Material shown

----------------

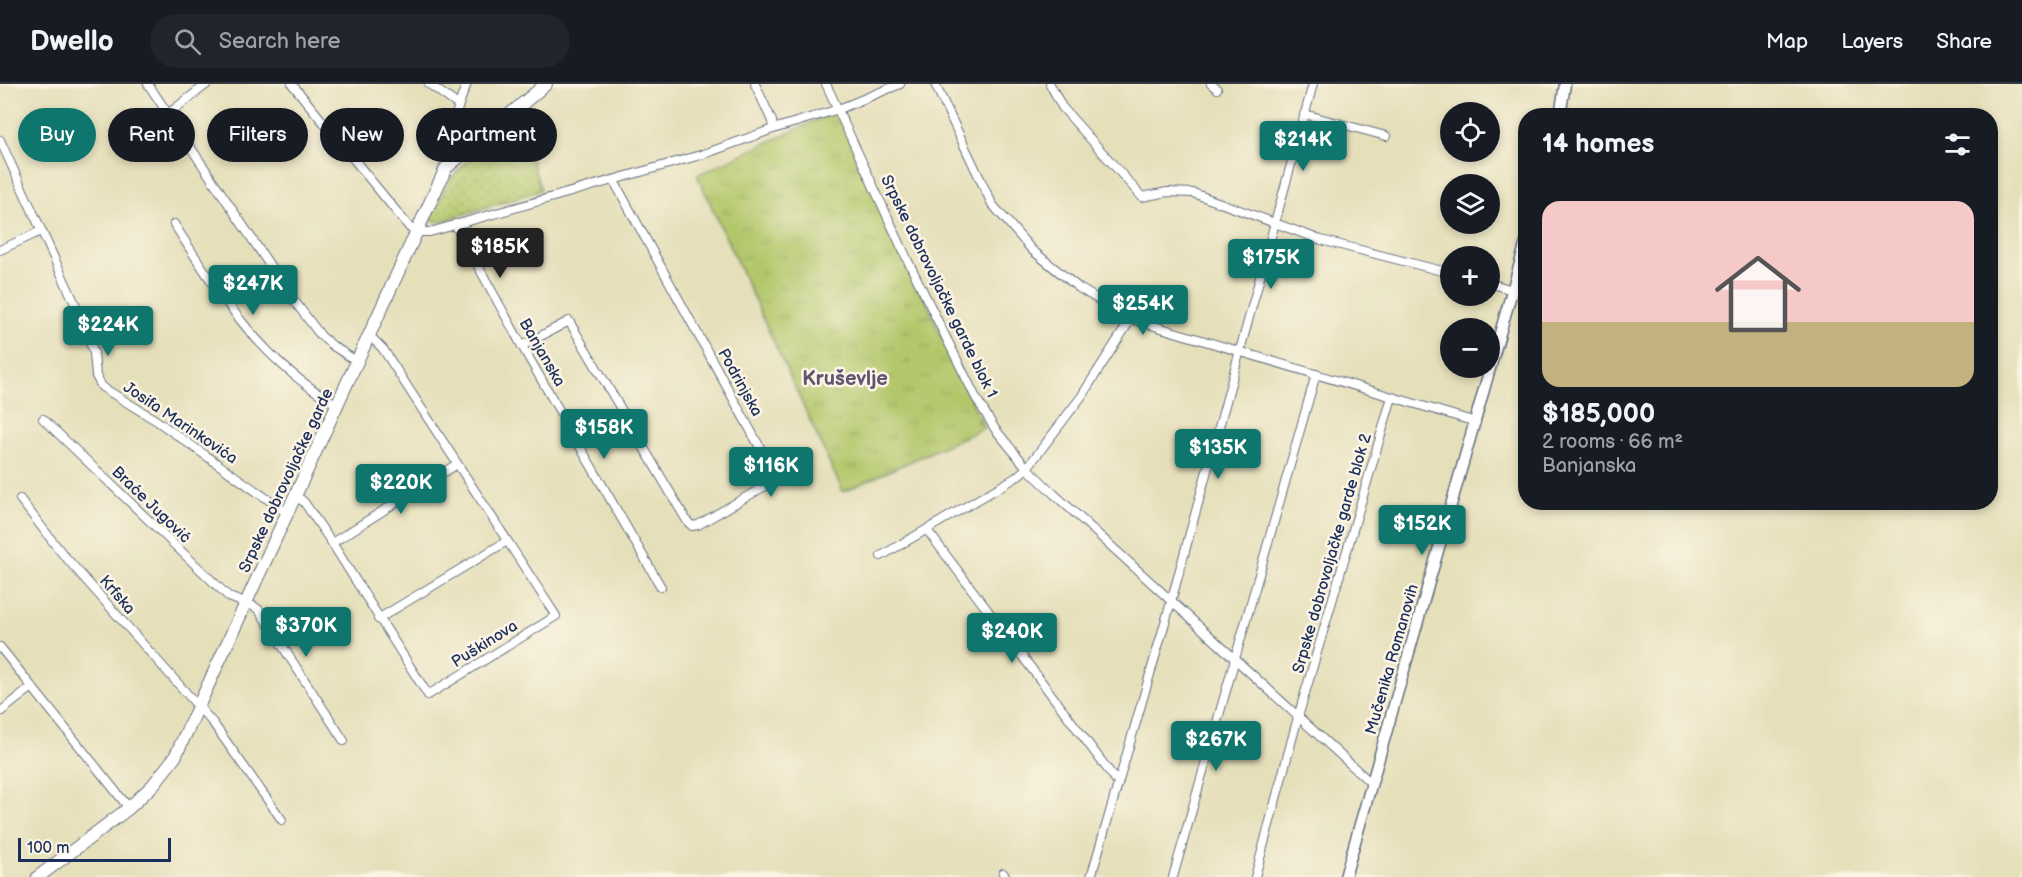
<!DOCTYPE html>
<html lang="en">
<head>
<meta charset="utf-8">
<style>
	:root { --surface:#171b24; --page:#20242c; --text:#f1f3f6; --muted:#9ea1a6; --line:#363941; --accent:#0f766e }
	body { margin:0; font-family:"Balsamiq Sans",sans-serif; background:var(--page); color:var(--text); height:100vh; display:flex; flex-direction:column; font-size:22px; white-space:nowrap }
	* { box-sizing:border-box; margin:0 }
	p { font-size:20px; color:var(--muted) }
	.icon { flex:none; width:33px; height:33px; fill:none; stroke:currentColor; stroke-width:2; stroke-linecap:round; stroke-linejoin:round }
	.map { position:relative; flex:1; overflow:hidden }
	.details { position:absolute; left:1518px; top:24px; width:480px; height:402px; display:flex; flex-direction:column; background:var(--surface); border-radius:24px; box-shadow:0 3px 9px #0003 }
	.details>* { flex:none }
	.guide { position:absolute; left:18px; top:24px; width:570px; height:54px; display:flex; gap:12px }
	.fabs { position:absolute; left:1440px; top:18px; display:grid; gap:12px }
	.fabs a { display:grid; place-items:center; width:60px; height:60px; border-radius:50%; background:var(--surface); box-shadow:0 3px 9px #0003; font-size:30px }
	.scale { position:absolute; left:18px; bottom:15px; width:153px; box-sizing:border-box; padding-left:6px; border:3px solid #1b2f5e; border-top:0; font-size:16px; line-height:21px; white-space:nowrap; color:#1b2f5e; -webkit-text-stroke:4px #fcf5e5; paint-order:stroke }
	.price { position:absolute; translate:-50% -51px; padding:0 14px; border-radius:6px; background:var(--accent); color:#fff; font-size:20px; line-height:39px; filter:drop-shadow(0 2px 3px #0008) }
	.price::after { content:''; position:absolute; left:50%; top:36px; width:18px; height:14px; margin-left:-9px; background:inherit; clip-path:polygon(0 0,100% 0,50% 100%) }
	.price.current { background:#222; color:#fff }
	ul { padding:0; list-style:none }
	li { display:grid; align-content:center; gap:12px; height:318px; padding:0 24px }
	li span { display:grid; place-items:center; height:186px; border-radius:18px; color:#555 }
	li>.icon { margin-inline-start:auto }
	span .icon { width:108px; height:108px; fill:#fffc; stroke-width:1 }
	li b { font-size:26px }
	h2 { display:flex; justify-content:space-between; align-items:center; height:72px; padding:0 24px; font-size:26px }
	.tag { padding:0 21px; border-radius:27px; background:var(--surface); box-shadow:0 3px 9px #0003; font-size:21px; line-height:54px }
	.tag.current { background:var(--accent); color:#fff }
	header { display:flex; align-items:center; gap:36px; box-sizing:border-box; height:84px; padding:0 30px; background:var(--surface); border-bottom:2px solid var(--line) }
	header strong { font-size:28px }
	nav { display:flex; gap:33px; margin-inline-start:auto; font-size:21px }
	.search { width:420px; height:54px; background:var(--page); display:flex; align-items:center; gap:15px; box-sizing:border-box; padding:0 21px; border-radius:33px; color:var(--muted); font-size:22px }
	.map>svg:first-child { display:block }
</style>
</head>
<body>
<header>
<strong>Dwello</strong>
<div class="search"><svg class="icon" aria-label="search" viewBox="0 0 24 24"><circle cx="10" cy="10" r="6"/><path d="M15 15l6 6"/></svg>Search here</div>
<nav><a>Map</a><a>Layers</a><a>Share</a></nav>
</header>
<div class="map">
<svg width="2022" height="793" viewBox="0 0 2022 793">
	<defs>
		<pattern id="grass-tufts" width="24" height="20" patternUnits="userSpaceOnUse" patternTransform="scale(1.5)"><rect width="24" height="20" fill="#b3c76b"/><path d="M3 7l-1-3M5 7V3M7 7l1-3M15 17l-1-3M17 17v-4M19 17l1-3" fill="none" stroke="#99ab5f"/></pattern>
		<pattern id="park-dots" width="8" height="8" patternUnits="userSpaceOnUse" patternTransform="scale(1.5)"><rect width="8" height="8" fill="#b3c76b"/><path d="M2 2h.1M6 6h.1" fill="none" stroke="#99ab5f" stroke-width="1.8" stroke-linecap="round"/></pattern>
	</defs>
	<rect width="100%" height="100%" fill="#fcf5e5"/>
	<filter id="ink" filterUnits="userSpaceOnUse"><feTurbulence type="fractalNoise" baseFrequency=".0167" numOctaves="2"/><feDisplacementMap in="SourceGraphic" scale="12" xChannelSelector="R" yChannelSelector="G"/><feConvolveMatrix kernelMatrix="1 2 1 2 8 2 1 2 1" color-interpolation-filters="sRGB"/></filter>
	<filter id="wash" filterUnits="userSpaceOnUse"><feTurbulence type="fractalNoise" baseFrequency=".008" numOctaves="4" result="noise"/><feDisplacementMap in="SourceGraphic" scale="24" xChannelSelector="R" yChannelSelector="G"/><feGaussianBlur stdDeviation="1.35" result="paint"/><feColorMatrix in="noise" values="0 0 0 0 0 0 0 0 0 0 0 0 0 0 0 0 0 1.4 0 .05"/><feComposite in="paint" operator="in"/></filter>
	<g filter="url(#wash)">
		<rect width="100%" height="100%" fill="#e5dfba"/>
		<polygon fill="url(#grass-tufts)" stroke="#677b64" stroke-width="1.5" points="838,26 984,344 843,408 697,91"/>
		<polygon fill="url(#park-dots)" stroke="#677b64" stroke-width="1.5" points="517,31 541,106 439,138 429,136 449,97 483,59"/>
	</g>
	<g filter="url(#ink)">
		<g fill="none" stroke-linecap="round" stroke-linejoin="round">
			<defs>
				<g id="minor">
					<polyline points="148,0 289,210 321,252 333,262 358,278"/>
					<polyline points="292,0 410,144 417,148 430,148 704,70 773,45 839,25 900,0"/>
					<polyline points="429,0 458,21"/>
					<polyline points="755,0 772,37 773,45"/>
					<polyline points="826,0 908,177 976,314 995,345 1027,384 1054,410 1371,699"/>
					<polyline points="935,0 992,120 1032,166 1079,204 1131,235 1476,338"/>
					<polyline points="1050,0 1062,23 1142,113 1167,108 1193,109 1321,156 1450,189"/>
					<polyline points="1211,0 1217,5"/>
					<polyline points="168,30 207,0"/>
					<polyline points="1304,30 1386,52"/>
					<polyline points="0,56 76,222 94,269 96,292 102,303 157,337 287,429"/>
					<path d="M446,84C449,54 455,27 467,0"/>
					<path d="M174,140C219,210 263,280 338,321"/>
					<polyline points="455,140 522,262 661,503"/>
					<polyline points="0,166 41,147"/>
					<polyline points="1490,199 1512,206"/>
					<polyline points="522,262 569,237 687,437 692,442 698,441 772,398 775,391 614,97"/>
					<polyline points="43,335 229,513 255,523 259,526 344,657"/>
					<polyline points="295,411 304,418 332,459 428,611 556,532 383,265 369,251"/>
					<polyline points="20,415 61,468 213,639 282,736"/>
					<polyline points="927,446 1118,699"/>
					<polyline points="332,459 457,380"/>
					<polyline points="881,472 1015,394 1027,384 1081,313 1131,235"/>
					<polyline points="378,535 507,457"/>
					<polyline points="0,563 129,724"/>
					<polyline points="0,628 31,604"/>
					<polyline points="1003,789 1006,793"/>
					<polyline points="1091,793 1171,518 1313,0"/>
					<polyline points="1173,793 1316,290"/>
					<polyline points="1255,793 1298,633 1392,313"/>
				</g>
				<g id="tertiary">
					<polyline points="1560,32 1565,0"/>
					<polyline points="1345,793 1526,158"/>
				</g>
				<polyline id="secondary" points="38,793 129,724 153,701 175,673 446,84 546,0"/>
			</defs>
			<use href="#minor" stroke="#626d7e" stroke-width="10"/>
			<use href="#tertiary" stroke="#626d7e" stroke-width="13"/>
			<use href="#secondary" stroke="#626d7e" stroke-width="14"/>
			<use href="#minor" stroke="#fff" stroke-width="8"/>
			<use href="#tertiary" stroke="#fff" stroke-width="10"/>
			<use href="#secondary" stroke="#fff" stroke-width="12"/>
		</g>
	</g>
	<g text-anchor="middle" stroke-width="5" stroke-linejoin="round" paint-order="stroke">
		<g font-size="16" fill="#1b2f5e" stroke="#fcf5e5">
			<text transform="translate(940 202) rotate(64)" y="6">Srpske dobrovoljačke garde blok 1</text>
			<text transform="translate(543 268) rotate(60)" y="6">Banjanska</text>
			<text transform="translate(741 298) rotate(61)" y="6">Podrinjska</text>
			<text transform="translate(181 338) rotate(34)" y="6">Josifa Marinkovića</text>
			<text transform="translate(285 396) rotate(-65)" y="6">Srpske dobrovoljačke garde</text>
			<text transform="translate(152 420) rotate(44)" y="6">Braće Jugović</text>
			<text transform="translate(1331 469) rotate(-74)" y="6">Srpske dobrovoljačke garde blok 2</text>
			<text transform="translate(118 510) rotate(49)" y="6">Krfska</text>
			<text transform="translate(484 559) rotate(-32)" y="6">Puškinova</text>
			<text transform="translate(1391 575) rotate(-74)" y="6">Mučenika Romanovih</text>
		</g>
		<g font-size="20" font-weight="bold" fill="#605672" stroke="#fcf5e5">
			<text x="845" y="301">Kruševlje</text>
		</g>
	</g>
</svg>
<div class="fabs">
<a><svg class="icon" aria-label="locate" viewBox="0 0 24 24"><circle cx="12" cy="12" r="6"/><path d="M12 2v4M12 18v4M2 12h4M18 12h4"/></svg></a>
<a><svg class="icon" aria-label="layers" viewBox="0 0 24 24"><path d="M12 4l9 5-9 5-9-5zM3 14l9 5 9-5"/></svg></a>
<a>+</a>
<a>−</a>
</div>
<div class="scale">100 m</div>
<b class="price" style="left:1303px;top:88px">$214K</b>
<b class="price current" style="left:500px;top:195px">$185K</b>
<b class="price" style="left:1271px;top:206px">$175K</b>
<b class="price" style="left:253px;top:232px">$247K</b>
<b class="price" style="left:1143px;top:252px">$254K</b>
<b class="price" style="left:108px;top:273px">$224K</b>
<b class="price" style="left:604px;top:376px">$158K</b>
<b class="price" style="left:1218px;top:396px">$135K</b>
<b class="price" style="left:771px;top:414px">$116K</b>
<b class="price" style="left:401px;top:431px">$220K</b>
<b class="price" style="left:1422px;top:472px">$152K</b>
<b class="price" style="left:306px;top:574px">$370K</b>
<b class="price" style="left:1012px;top:580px">$240K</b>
<b class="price" style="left:1216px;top:688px">$267K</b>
<div class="guide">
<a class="tag current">Buy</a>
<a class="tag">Rent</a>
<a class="tag">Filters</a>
<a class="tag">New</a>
<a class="tag">Apartment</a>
</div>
<section class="details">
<h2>14 homes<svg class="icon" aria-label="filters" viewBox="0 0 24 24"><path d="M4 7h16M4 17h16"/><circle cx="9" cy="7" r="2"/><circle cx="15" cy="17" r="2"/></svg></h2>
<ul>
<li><span style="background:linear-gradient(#f6c9c9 65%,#c2b280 0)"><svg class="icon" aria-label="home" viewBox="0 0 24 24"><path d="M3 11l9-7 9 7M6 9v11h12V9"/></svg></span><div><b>$185,000</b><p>2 rooms · 66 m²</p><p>Banjanska</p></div></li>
</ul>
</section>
</div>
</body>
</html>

----------------

Exercise requirements
Could you tally how many lines of the material above include the word "white" and reply with only that count?

Response
2